What is needed is an exact copy of the records below, without the pictures.

Collected data entries:
-------------------------

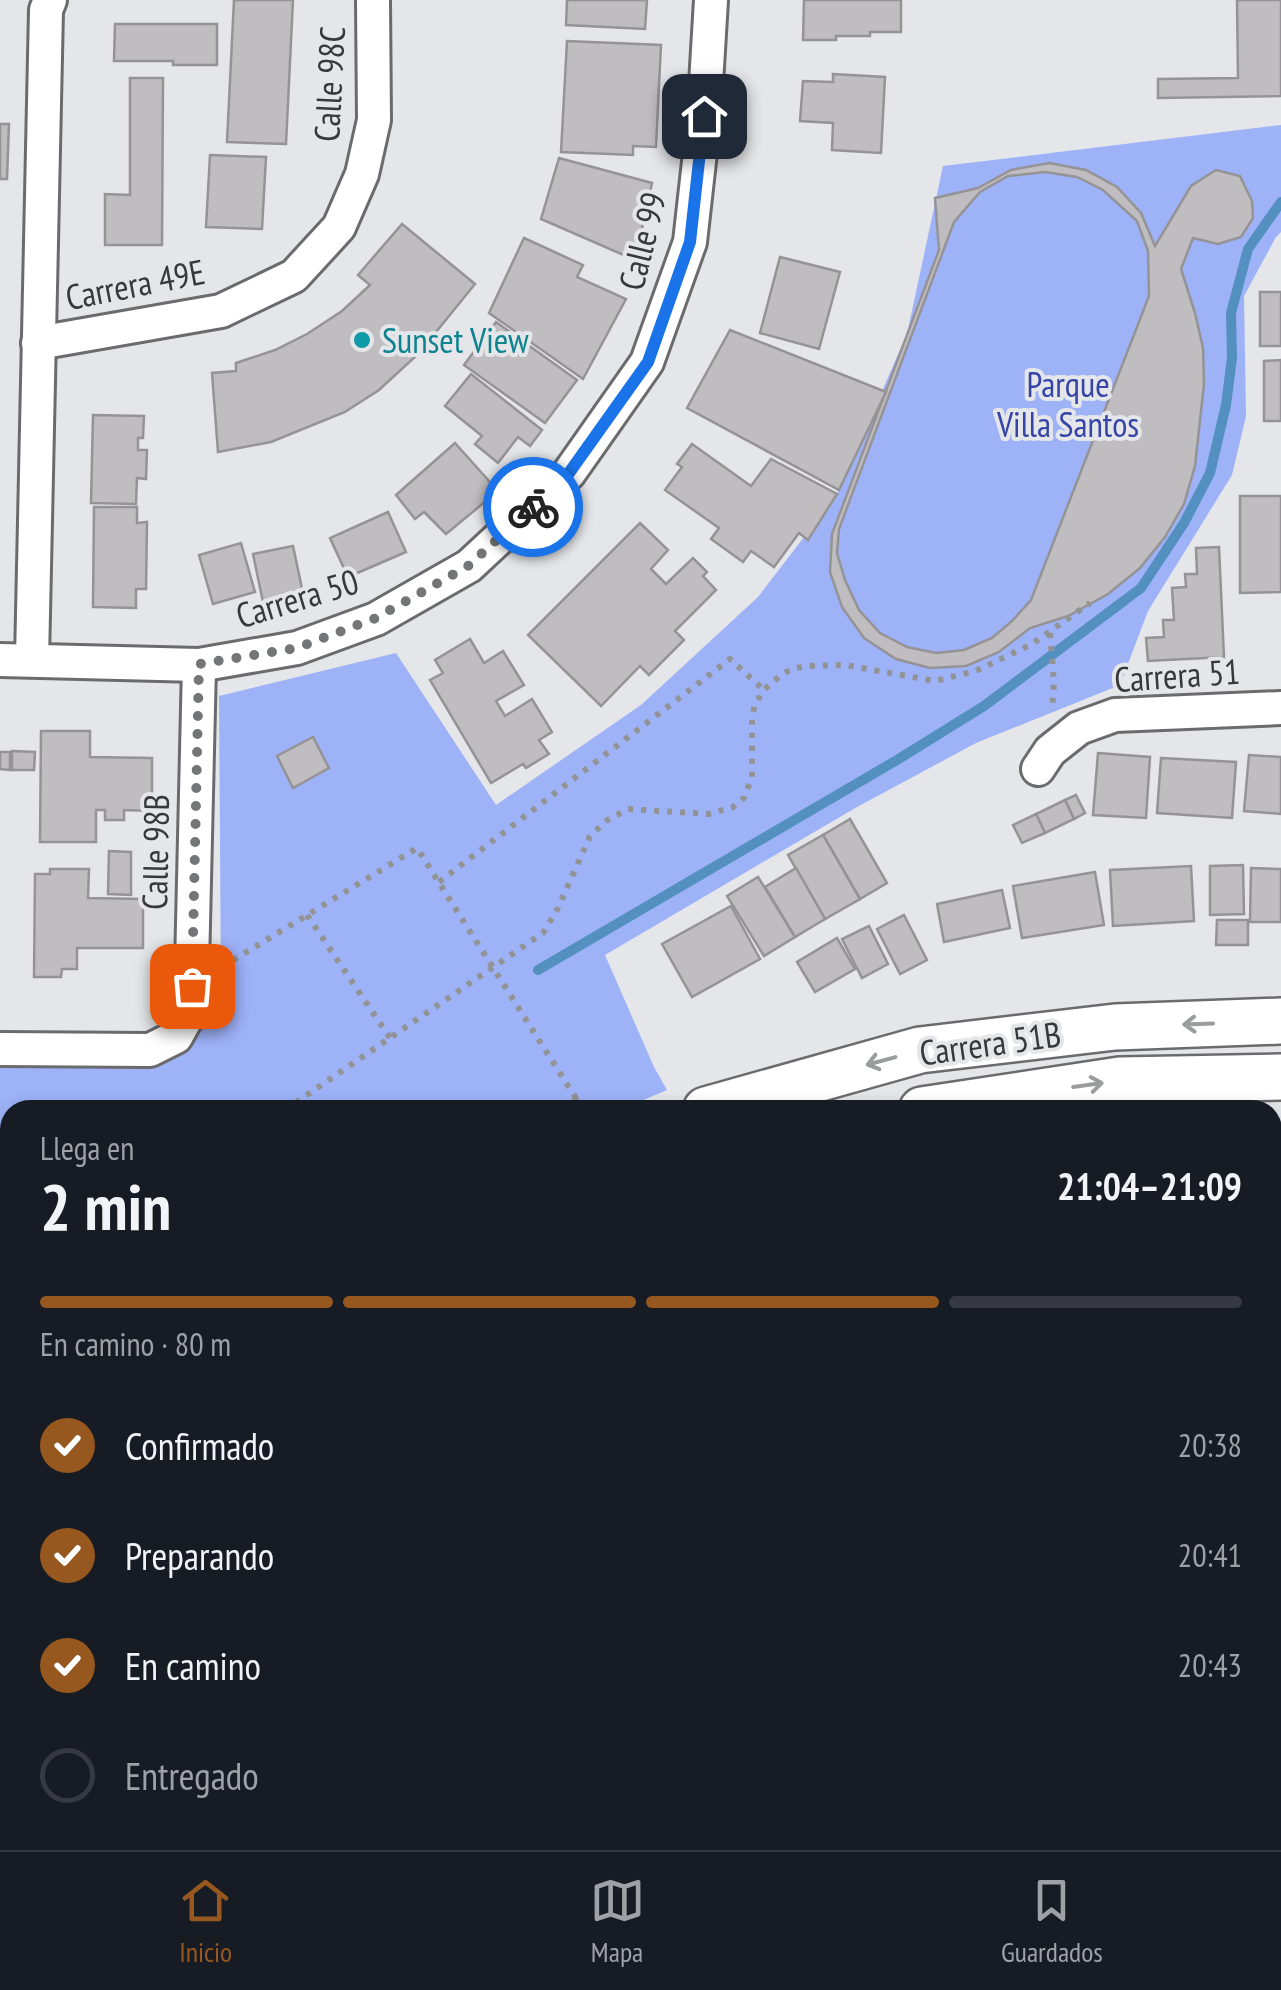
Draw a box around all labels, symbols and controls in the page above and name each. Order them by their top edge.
street label: Calle 98C [303,25,355,143]
pin [662,74,747,159]
icon: home [677,89,732,144]
street label: Calle 99 [608,187,676,295]
street label: Carrera 49E [62,248,208,320]
place label: Sunset View [382,317,529,363]
marker: Sunset View [351,329,373,351]
park label: Parque Villa Santos [996,361,1139,447]
courier [483,457,583,557]
icon: bike [506,480,561,535]
street label: Carrera 50 [230,558,364,638]
street label: Carrera 51 [1113,648,1241,702]
street label: Calle 98B [131,794,179,910]
pin [150,944,235,1029]
icon: bag [165,959,220,1014]
street label: Carrera 51B [916,1010,1064,1076]
one-way arrow [1183,1014,1215,1033]
one-way arrow [866,1052,897,1071]
one-way arrow [1071,1075,1103,1094]
text: Llega en [40,1127,134,1169]
text: 21:04–21:09 [1057,1161,1242,1210]
text: 2 min [40,1164,171,1248]
text: En camino · 80 m [40,1323,231,1365]
icon: check [40,1418,95,1473]
text: Confirmado [125,1421,274,1470]
text: 20:38 [1178,1424,1242,1466]
icon: check [40,1528,95,1583]
text: Preparando [125,1531,274,1580]
text: 20:41 [1178,1534,1242,1576]
icon: check [40,1638,95,1693]
text: En camino [125,1641,261,1690]
text: 20:43 [1178,1644,1242,1686]
text: Entregado [125,1751,259,1800]
tab: Inicio [178,1873,233,1970]
tab: Mapa [590,1873,645,1970]
tab: Guardados [1001,1873,1103,1970]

-------------------------

- Exercise result:
Draw a box around all labels, symbols and controls in the page above and name each. Order them by their top edge.
street label: Calle 98C [303,25,355,143]
pin [662,74,747,159]
icon: home [677,89,732,144]
street label: Calle 99 [608,187,676,295]
street label: Carrera 49E [62,248,208,320]
place label: Sunset View [382,317,529,363]
marker: Sunset View [351,329,373,351]
park label: Parque Villa Santos [996,361,1139,447]
courier [483,457,583,557]
icon: bike [506,480,561,535]
street label: Carrera 50 [230,558,364,638]
street label: Carrera 51 [1113,648,1241,702]
street label: Calle 98B [131,794,179,910]
pin [150,944,235,1029]
icon: bag [165,959,220,1014]
street label: Carrera 51B [916,1010,1064,1076]
one-way arrow [1183,1014,1215,1033]
one-way arrow [866,1052,897,1071]
one-way arrow [1071,1075,1103,1094]
text: Llega en [40,1127,134,1169]
text: 21:04–21:09 [1057,1161,1242,1210]
text: 2 min [40,1164,171,1248]
text: En camino · 80 m [40,1323,231,1365]
icon: check [40,1418,95,1473]
text: Confirmado [125,1421,274,1470]
text: 20:38 [1178,1424,1242,1466]
icon: check [40,1528,95,1583]
text: Preparando [125,1531,274,1580]
text: 20:41 [1178,1534,1242,1576]
icon: check [40,1638,95,1693]
text: En camino [125,1641,261,1690]
text: 20:43 [1178,1644,1242,1686]
text: Entregado [125,1751,259,1800]
tab: Inicio [178,1873,233,1970]
tab: Mapa [590,1873,645,1970]
tab: Guardados [1001,1873,1103,1970]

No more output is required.